GPT-5 is more driven by the exact wording of a prompt than other recent models, so you need to give it a lot more detail and structure. The always wonderful AI Daily Brief podcast has a rundown of all the advice from people who had early access or have been hitting the model hard, and these are the biggest takeaways:
1. Include a planning section at the beginning of the prompt.
This is where you tell the model exactly how you want it to do your task. Example:
Before responding, 1. decompose the request into core components, 2. identify any ambiguities that need clarification, 3. create a structured approach to address each component, and 4. validate your understanding before proceeding.
2. Include a phrase like ‘work harder’ or ‘think deeper’
Even though you can select a thinking model, people say including a phrase like “think extra hard” will make GPT-5 think even harder and will yield better results.
3. Structure your prompts
Using headings to create sections in your prompts will help the model understand what you want.
This harks back to previous methods of prompting that went out of style as models got better. Using markdown symbols is one of the easiest ways to provide structure.

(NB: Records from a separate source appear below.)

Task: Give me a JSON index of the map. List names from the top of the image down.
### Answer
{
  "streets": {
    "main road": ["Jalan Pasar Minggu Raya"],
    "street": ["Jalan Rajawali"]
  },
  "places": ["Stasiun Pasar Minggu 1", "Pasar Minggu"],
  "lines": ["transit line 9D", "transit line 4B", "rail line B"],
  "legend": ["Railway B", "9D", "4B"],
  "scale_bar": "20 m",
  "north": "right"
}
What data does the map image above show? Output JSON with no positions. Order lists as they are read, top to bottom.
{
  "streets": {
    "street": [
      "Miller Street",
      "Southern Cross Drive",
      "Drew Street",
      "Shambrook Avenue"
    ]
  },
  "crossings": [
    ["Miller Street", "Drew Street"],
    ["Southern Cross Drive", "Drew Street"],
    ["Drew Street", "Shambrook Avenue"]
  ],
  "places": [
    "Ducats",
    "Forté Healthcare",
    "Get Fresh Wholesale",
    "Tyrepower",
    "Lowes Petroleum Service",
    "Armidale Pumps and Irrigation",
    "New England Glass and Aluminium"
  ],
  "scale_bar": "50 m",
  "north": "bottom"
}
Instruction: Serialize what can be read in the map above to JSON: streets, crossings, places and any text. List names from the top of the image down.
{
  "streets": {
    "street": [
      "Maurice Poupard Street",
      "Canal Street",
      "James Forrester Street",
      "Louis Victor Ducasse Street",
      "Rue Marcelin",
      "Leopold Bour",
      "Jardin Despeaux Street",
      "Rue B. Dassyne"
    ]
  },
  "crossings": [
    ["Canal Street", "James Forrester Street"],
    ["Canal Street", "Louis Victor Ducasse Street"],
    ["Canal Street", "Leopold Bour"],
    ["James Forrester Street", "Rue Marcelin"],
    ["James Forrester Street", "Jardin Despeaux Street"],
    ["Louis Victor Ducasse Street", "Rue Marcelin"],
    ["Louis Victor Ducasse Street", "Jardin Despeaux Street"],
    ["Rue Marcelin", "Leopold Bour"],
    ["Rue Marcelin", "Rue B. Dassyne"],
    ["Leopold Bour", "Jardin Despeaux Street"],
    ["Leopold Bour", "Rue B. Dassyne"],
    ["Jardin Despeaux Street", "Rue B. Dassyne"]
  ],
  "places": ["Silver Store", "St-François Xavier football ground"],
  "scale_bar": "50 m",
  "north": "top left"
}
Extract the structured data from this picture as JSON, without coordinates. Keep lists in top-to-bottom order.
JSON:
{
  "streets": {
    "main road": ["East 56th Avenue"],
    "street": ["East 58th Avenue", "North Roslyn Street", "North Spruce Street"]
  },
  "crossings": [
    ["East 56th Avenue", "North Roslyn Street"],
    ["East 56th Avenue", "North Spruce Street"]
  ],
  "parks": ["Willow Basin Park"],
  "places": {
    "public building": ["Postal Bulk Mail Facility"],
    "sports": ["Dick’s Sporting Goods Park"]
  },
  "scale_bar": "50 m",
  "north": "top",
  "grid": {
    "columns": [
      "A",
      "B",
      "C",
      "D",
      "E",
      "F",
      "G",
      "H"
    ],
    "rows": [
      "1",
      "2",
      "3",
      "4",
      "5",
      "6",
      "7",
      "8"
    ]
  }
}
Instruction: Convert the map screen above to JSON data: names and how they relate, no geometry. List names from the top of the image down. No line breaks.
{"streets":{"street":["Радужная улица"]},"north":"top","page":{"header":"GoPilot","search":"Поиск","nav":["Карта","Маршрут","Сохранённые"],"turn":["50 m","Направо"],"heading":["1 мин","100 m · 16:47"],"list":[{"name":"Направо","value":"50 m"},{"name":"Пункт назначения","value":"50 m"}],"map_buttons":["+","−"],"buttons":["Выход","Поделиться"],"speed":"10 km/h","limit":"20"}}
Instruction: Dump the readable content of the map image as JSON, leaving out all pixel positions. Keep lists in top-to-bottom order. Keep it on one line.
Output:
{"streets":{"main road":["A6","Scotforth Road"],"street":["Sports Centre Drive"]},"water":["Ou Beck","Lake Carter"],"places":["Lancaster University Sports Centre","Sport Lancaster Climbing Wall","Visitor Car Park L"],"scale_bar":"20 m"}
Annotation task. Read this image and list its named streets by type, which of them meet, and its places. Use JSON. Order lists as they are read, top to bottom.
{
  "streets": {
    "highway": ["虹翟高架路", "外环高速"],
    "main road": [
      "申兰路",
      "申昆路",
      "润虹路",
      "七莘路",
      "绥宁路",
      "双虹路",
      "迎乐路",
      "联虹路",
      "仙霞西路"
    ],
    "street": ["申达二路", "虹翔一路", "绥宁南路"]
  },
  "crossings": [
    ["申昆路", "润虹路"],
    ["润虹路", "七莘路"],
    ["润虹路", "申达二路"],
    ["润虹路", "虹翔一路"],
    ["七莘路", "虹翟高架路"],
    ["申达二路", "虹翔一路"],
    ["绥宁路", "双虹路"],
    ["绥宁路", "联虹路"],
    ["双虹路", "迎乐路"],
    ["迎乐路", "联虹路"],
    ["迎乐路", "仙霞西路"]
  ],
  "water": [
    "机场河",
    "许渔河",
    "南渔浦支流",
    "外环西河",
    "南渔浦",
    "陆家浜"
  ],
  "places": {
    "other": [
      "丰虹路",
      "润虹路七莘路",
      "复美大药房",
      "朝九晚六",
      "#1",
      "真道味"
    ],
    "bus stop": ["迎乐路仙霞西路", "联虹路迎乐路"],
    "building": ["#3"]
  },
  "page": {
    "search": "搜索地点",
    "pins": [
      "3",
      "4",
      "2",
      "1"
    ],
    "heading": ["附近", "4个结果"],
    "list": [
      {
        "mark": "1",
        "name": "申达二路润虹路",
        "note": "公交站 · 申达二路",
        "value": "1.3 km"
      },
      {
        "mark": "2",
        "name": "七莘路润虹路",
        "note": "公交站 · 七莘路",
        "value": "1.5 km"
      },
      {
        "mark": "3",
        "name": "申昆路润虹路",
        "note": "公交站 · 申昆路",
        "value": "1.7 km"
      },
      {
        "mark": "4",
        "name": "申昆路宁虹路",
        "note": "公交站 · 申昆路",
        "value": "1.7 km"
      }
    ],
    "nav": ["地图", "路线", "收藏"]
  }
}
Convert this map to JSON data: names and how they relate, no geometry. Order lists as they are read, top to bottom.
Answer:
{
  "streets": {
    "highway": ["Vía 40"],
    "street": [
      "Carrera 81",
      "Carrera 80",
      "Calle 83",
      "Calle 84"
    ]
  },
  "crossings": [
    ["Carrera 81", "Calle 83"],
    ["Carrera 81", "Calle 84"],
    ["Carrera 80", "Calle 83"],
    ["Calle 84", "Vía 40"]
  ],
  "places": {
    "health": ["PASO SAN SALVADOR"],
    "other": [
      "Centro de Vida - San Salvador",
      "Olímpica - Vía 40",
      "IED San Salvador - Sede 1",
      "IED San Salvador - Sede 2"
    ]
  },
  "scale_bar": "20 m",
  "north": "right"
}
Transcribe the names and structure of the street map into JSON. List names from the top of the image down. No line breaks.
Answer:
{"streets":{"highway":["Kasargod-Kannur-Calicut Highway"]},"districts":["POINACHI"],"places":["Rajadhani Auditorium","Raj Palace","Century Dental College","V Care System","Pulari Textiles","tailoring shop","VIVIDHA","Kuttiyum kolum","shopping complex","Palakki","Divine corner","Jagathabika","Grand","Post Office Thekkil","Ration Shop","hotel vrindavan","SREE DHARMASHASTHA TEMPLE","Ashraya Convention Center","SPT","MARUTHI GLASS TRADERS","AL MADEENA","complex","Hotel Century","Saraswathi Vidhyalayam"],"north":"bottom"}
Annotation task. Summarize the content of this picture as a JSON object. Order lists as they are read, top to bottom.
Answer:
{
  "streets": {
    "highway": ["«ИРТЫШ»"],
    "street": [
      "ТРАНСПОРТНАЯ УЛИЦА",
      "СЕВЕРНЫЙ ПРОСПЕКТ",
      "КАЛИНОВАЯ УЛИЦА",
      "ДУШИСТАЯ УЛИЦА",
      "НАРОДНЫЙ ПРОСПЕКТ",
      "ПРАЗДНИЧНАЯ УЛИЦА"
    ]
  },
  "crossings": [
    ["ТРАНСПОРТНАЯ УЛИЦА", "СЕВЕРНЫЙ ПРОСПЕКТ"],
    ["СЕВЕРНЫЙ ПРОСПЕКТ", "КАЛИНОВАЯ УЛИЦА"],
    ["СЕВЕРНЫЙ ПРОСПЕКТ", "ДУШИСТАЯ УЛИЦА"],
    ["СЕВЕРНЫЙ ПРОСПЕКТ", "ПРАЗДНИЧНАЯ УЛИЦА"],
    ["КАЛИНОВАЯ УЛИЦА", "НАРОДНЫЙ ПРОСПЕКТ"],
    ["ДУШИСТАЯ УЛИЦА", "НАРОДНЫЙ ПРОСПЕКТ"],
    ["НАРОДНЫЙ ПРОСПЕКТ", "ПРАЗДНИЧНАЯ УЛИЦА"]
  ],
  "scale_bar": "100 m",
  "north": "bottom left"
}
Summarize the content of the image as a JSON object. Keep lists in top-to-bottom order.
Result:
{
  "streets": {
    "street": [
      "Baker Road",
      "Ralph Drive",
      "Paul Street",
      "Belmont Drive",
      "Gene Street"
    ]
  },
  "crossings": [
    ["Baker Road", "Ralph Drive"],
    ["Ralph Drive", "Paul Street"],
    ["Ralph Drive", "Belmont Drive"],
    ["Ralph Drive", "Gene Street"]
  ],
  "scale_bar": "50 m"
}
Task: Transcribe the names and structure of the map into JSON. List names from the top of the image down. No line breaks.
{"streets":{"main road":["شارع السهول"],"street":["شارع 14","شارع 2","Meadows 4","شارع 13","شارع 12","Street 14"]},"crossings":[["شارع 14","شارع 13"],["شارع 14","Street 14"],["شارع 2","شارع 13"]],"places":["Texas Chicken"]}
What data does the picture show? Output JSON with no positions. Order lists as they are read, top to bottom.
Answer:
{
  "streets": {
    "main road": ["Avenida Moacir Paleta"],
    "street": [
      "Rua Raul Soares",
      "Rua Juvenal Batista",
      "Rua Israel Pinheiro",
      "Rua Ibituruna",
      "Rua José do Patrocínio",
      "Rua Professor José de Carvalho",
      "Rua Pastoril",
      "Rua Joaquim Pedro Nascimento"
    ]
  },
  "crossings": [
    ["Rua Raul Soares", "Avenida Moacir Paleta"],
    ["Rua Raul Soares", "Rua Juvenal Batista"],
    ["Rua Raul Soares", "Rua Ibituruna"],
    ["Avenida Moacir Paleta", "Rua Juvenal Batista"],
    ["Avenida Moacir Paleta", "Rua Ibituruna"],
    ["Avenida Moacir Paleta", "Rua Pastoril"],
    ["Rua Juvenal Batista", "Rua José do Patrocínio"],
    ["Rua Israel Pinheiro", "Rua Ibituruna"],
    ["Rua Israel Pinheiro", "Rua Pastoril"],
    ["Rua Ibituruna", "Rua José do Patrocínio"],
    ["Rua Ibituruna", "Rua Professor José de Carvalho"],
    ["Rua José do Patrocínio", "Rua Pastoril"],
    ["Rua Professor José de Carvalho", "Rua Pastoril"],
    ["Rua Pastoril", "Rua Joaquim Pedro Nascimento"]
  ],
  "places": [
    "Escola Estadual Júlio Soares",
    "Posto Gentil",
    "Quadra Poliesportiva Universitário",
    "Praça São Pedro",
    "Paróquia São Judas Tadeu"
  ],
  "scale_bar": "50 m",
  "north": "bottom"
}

These are some of the major symbols:
# Top level headings
## Second level headings
### Third level headings
- Bulleted lists
1. Numbered lists
**word** Bold formatting
I put an example of a structured prompt at the bottom of the newsletter (for a project to generate a funny list of rejected superheroes).
Is it worth the trouble?
If this all seems like a pain, I hear you, and you may want to just stick with GPT-4o or try Claude or Gemini. But host Nathaniel Whittemore says, “If it gets better results and if ultimately GPT-5 is a more powerful tool that has a higher bar to entry, it’s certainly plausible that it’s going to be worth the trade-offs.”
Sources he cited for the tips include:
I dip in and out of a lot of AI podcasts, but the AI Daily Brief is a “never miss” for me, and today’s episode has a lot more detailed information if you are interested and want more!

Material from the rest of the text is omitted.